• **Source material**:
┌────────

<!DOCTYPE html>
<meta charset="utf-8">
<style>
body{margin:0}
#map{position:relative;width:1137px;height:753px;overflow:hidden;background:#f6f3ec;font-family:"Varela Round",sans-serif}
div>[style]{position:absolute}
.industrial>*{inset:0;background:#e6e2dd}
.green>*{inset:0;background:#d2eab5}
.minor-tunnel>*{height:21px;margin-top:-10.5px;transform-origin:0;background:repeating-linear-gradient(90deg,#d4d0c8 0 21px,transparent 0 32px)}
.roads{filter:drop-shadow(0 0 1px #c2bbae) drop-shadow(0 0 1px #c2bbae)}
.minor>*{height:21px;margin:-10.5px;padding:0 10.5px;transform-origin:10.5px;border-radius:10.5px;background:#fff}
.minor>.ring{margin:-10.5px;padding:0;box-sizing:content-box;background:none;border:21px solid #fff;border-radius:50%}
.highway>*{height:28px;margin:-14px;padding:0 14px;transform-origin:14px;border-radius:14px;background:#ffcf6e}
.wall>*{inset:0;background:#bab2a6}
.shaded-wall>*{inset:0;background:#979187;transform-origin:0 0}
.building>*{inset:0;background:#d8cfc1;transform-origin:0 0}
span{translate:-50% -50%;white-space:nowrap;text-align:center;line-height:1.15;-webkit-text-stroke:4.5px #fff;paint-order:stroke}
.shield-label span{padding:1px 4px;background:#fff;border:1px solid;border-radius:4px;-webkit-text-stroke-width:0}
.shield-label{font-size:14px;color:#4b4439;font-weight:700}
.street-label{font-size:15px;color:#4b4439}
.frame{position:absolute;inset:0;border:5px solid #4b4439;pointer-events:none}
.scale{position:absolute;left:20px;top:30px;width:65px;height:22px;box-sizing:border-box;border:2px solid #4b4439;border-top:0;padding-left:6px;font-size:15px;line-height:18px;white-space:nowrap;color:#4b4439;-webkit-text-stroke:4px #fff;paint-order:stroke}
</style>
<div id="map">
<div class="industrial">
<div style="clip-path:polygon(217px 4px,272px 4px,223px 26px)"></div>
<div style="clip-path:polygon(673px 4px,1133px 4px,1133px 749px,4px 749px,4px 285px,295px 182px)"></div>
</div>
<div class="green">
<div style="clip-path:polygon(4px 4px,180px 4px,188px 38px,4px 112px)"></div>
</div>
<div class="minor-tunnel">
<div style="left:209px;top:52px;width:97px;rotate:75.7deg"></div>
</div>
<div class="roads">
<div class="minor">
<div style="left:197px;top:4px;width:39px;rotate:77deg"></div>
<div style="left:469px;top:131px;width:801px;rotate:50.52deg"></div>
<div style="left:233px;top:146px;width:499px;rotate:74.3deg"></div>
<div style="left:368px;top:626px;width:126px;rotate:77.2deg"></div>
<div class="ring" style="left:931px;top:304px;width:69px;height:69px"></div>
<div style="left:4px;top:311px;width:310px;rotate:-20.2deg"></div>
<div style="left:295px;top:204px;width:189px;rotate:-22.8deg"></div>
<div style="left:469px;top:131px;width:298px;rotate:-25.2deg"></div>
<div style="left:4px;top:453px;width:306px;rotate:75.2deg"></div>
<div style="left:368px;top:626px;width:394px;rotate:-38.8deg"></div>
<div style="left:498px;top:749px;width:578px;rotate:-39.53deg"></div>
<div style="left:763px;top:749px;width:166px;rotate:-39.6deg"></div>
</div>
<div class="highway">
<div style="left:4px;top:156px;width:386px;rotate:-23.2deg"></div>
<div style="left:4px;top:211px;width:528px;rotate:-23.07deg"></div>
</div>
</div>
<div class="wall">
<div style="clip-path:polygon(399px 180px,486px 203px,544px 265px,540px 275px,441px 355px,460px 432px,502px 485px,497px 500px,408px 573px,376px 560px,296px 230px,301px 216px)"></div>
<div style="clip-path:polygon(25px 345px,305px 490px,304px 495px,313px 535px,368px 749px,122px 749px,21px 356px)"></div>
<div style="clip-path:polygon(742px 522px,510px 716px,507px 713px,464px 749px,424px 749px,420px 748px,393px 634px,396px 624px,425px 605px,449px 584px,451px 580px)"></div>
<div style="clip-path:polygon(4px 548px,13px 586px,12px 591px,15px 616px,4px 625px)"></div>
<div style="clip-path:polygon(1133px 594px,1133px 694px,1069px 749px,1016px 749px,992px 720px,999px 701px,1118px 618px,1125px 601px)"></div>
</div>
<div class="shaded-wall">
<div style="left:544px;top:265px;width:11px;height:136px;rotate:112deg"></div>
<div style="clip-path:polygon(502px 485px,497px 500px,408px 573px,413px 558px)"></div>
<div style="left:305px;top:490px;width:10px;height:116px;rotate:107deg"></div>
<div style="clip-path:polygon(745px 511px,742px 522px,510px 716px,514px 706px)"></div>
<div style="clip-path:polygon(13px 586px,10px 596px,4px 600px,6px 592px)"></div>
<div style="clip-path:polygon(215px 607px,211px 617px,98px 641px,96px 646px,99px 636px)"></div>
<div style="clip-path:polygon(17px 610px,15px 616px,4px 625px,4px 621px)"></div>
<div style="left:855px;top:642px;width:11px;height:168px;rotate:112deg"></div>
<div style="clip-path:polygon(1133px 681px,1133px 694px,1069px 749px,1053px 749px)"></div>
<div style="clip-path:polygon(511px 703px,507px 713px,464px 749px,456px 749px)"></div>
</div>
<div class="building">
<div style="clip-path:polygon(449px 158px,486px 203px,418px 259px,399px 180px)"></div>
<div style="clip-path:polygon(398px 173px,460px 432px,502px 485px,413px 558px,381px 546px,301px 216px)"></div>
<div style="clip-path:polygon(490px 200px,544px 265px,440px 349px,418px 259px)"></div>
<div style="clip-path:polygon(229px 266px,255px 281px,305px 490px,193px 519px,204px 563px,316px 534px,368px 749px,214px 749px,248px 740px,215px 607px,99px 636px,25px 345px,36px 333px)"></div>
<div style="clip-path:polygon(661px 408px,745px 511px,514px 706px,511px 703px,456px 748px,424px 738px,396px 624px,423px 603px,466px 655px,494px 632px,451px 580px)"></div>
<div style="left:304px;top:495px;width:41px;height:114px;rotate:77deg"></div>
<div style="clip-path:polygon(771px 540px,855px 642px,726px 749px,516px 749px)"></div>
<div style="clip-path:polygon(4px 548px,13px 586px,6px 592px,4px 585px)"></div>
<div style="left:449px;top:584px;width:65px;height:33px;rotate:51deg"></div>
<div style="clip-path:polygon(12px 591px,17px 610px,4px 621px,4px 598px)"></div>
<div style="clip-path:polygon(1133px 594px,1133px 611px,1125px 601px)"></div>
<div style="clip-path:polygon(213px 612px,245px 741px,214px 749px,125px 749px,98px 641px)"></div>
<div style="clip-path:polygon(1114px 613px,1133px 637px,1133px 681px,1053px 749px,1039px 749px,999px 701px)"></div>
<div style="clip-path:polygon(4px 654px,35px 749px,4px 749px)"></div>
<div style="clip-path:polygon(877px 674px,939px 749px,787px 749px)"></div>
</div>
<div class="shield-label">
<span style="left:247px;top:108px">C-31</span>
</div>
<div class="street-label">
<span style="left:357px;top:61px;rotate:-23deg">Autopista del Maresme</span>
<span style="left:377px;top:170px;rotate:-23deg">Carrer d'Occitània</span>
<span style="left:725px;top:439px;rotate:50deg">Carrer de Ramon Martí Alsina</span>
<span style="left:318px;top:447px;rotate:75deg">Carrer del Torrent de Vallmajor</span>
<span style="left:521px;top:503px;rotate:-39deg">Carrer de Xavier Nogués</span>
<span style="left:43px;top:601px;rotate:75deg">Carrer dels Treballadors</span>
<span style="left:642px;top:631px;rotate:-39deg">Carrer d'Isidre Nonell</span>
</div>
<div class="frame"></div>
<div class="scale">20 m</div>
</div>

└────────

• **What you need to do**: Show every line from the entries that includes the word "shaded".

• **Answer**:
.shaded-wall>*{inset:0;background:#979187;transform-origin:0 0}
<div class="shaded-wall">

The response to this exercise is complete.